### PROBLEM
Which of the lines in the listing that follows hold "labels"? Pull each one out.

### WORKING DATA
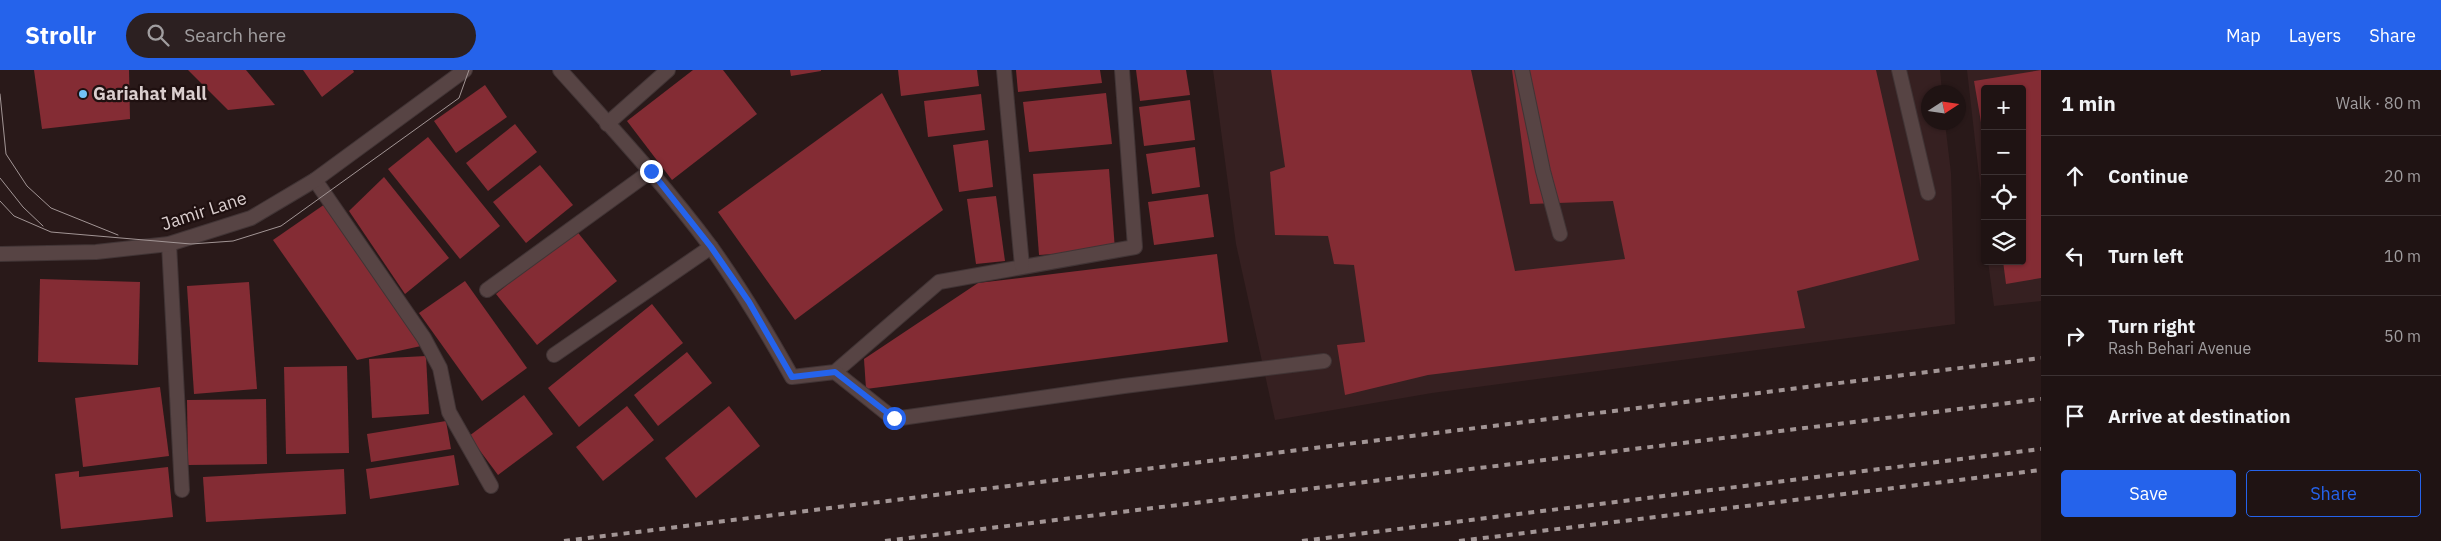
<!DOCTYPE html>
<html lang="en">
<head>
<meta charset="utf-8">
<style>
  body { margin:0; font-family:"IBM Plex Sans",sans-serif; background:#2c2021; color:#f1f3f6 }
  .controls { position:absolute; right:15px; top:15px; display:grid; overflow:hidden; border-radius:5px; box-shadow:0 1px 4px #0004 }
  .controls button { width:45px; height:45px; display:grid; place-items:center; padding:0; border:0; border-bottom:1px solid #3c3233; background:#1f1313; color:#f1f3f6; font:25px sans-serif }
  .compass { position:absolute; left:1921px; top:15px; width:45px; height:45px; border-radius:50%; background:#1f1313; box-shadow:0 1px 4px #0004; rotate:78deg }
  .stop { position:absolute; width:15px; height:15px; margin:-11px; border:4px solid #2563eb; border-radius:50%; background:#fff }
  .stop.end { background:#2563eb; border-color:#fff; box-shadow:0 1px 5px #0008 }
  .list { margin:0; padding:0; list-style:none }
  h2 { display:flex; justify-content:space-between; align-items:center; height:65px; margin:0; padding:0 20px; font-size:21px }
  h2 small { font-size:16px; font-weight:400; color:#a19ea0 }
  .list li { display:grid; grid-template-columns:32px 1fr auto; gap:15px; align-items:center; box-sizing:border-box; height:80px; padding:0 20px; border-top:1px solid #3c3233 }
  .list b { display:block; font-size:19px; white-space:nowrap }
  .list p { margin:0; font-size:16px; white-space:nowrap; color:#a19ea0 }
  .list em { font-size:16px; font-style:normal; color:#a19ea0 }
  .actions { display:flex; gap:10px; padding:15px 20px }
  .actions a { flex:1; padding:11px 0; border:1px solid #2563eb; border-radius:5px; text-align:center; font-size:18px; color:#2563eb }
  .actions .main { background:#2563eb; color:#fff }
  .icon { flex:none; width:28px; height:28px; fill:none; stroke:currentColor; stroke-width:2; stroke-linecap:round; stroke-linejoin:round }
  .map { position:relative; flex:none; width:2041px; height:471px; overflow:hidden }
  header { display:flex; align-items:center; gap:30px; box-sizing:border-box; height:70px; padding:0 25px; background:#2563eb; color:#fff }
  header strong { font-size:24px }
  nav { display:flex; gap:28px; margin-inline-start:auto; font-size:18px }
  .search { width:350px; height:45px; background:#2c2021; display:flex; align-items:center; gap:12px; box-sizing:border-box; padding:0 18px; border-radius:28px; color:#a19ea0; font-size:19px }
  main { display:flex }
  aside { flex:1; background:#1f1313 }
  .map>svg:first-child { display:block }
  .built { fill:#362021 }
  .building { fill:#842c34 }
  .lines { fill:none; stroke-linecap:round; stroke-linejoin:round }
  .service-casing { stroke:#413435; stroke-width:16 }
  .minor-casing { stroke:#413435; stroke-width:16 }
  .service { stroke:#574444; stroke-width:14 }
  .minor { stroke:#574444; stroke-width:14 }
  .tram { stroke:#a29595; stroke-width:1 }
  .rail { stroke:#a29595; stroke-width:4; stroke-dasharray:6 6; stroke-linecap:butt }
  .route { stroke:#2563eb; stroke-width:6 }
  .poi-dot { fill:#72c1f5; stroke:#1f1010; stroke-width:2 }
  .labels { text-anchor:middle; stroke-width:4.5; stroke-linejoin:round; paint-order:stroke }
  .poi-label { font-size:18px; font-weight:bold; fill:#dacece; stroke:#1f1010; text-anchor:start }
  .street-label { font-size:18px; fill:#dacece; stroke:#1f1010 }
</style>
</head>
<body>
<header>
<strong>Strollr</strong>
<div class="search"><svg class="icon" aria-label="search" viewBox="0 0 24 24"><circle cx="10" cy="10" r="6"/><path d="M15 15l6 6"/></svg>Search here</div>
<nav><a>Map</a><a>Layers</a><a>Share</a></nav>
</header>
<main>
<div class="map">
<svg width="2041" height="471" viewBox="0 0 2041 471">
  <rect width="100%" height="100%" fill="#291919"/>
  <g class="built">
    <path d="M1213,0H1940L1942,22H1928V52L1945,53L1951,103L1955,254L1432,323L1275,350L1236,174Z"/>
    <path d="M1967,0H2041V231L1994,236L1988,191H2022V19H1985V158Z"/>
  </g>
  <g class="building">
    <path d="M34,0H129L130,49L42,59Z"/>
    <path d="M188,0H246L275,35L228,40Z"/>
    <path d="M303,0H353L354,2L322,27Z"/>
    <path d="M693,0H723L757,44L672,110L627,51Z"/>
    <path d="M790,0H821V1L791,6Z"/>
    <path d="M898,0H977L979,16L901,26Z"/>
    <path d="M1016,0H1100L1102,13L1018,22Z"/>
    <path d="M1136,0H1186L1190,25L1140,31Z"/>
    <path d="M1271,0H1471L1515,201L1625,189L1613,131L1530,134L1512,0H1876L1919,190L1797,221L1805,258L1428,305L1345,325L1337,275L1365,272L1354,195L1334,194L1328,166L1275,165L1270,102L1285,97Z"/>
    <path d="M2041,0V208L2006,214L2003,191H2022V19H1985L1984,70L1974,11Z"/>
    <path d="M485,15L507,47L456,83L434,51Z"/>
    <path d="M882,23L943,140L795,250L718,142Z"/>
    <path d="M1106,23L1112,74L1029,82L1023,32Z"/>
    <path d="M981,24L985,60L928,67L924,31Z"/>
    <path d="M1190,30L1195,70L1144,76L1139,37Z"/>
    <path d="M515,54L537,82L488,121L466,93Z"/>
    <path d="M428,67L500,156L460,189L388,99Z"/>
    <path d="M988,70L993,117L959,122L953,75Z"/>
    <path d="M1195,77L1200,117L1152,124L1146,84Z"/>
    <path d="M540,95L573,135L526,173L493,132Z"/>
    <path d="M1109,99L1115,180L1039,185L1033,104Z"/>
    <path d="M384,107L449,188L405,224L349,141Z"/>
    <path d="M1208,124L1214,167L1154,175L1148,132Z"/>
    <path d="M996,126L1005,191L976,194L967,129Z"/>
    <path d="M325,134L421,276L357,290L273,170Z"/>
    <path d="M575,159L617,211L537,275L496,224Z"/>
    <path d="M1217,184L1228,272L866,319L864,289L978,213Z"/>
    <path d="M40,209L140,212L138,295L38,292Z"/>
    <path d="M465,211L527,298L482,331L419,243Z"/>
    <path d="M249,212L257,319L194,324L187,216Z"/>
    <path d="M652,234L683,273L579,357L548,318Z"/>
    <path d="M687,282L712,313L658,356L634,325Z"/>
    <path d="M426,286L429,344L372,348L369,289Z"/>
    <path d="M347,296L349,383L286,384L284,297Z"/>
    <path d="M160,317L169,386L83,397L75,328Z"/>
    <path d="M524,325L553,364L498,405L469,366Z"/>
    <path d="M266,329L267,394L188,395L187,330Z"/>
    <path d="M627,336L654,370L603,411L576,377Z"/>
    <path d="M729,336L760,376L696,428L665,388Z"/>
    <path d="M446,351L451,379L371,392L367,364Z"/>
    <path d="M454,385L459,415L370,429L366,399Z"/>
    <path d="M168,397L173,447L61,459L55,404L79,401V407Z"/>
    <path d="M344,399L346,444L206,452L203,407Z"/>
  </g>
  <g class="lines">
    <g class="service-casing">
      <g id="service">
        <path d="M1522,0L1543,101L1560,164"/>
        <path d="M1899,0L1928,123"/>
      </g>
    </g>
    <g class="minor-casing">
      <g id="minor">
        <path d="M560,0C612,58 665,115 711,177C741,219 767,262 792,307L835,302L939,212L1135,177L1122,0"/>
        <path d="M1004,0L1022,196"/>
        <path d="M607,54L668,0"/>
        <path d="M315,110L424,268L440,298L449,342L491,416"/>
        <path d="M169,174L182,420"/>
        <path d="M0,184L96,182L169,174L251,148L315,110L465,0"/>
        <path d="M487,220L651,101"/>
        <path d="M554,285L711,177"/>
        <path d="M835,302L894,349L1124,316L1324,291"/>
      </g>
    </g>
    <use href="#service" class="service"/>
    <use href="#minor" class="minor"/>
    <g class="tram">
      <path d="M0,24L6,84L27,116L51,138L118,165"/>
      <path d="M0,108L23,137L43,156"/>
      <path d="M0,131L14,146L51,162L191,174L233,171L281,156L459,28L469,0"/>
    </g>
    <g class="rail">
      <path d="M564,471L2041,288"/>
      <path d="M885,471L2041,329"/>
      <path d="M1302,471L2041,379"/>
      <path d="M1459,471L2041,400"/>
    </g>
  </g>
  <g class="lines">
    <path class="route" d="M651,101L711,177L749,232L792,307L835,302L894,348"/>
  </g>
  <circle class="poi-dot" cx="83" cy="24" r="5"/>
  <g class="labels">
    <g class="poi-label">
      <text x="93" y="30">Gariahat Mall</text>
    </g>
    <g class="street-label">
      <text transform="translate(204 141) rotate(-18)" y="6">Jamir Lane</text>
    </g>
  </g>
</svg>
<div class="controls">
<button>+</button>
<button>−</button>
<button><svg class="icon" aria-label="locate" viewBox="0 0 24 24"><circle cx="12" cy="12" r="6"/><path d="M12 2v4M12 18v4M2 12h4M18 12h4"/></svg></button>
<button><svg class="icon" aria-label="layers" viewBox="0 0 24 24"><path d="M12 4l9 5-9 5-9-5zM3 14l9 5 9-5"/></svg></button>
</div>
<svg class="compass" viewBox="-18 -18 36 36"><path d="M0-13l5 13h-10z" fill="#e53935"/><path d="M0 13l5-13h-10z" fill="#a19ea0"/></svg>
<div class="stop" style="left:894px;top:348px"></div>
<div class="stop end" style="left:651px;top:101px"></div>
</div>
<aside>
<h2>1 min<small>Walk · 80 m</small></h2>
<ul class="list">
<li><svg class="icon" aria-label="ahead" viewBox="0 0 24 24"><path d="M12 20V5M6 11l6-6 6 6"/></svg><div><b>Continue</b></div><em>20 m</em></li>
<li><svg class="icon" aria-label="left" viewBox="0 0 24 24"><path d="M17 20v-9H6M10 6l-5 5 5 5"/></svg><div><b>Turn left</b></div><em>10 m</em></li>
<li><svg class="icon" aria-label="right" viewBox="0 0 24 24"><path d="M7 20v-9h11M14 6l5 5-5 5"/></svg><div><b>Turn right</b><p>Rash Behari Avenue</p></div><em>50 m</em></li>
<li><svg class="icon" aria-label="arrive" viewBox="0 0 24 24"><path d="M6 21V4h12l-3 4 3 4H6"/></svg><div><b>Arrive at destination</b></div></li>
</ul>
<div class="actions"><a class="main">Save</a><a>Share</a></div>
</aside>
</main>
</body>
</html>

### WRITTEN ANSWER
  .labels { text-anchor:middle; stroke-width:4.5; stroke-linejoin:round; paint-order:stroke }
  <g class="labels">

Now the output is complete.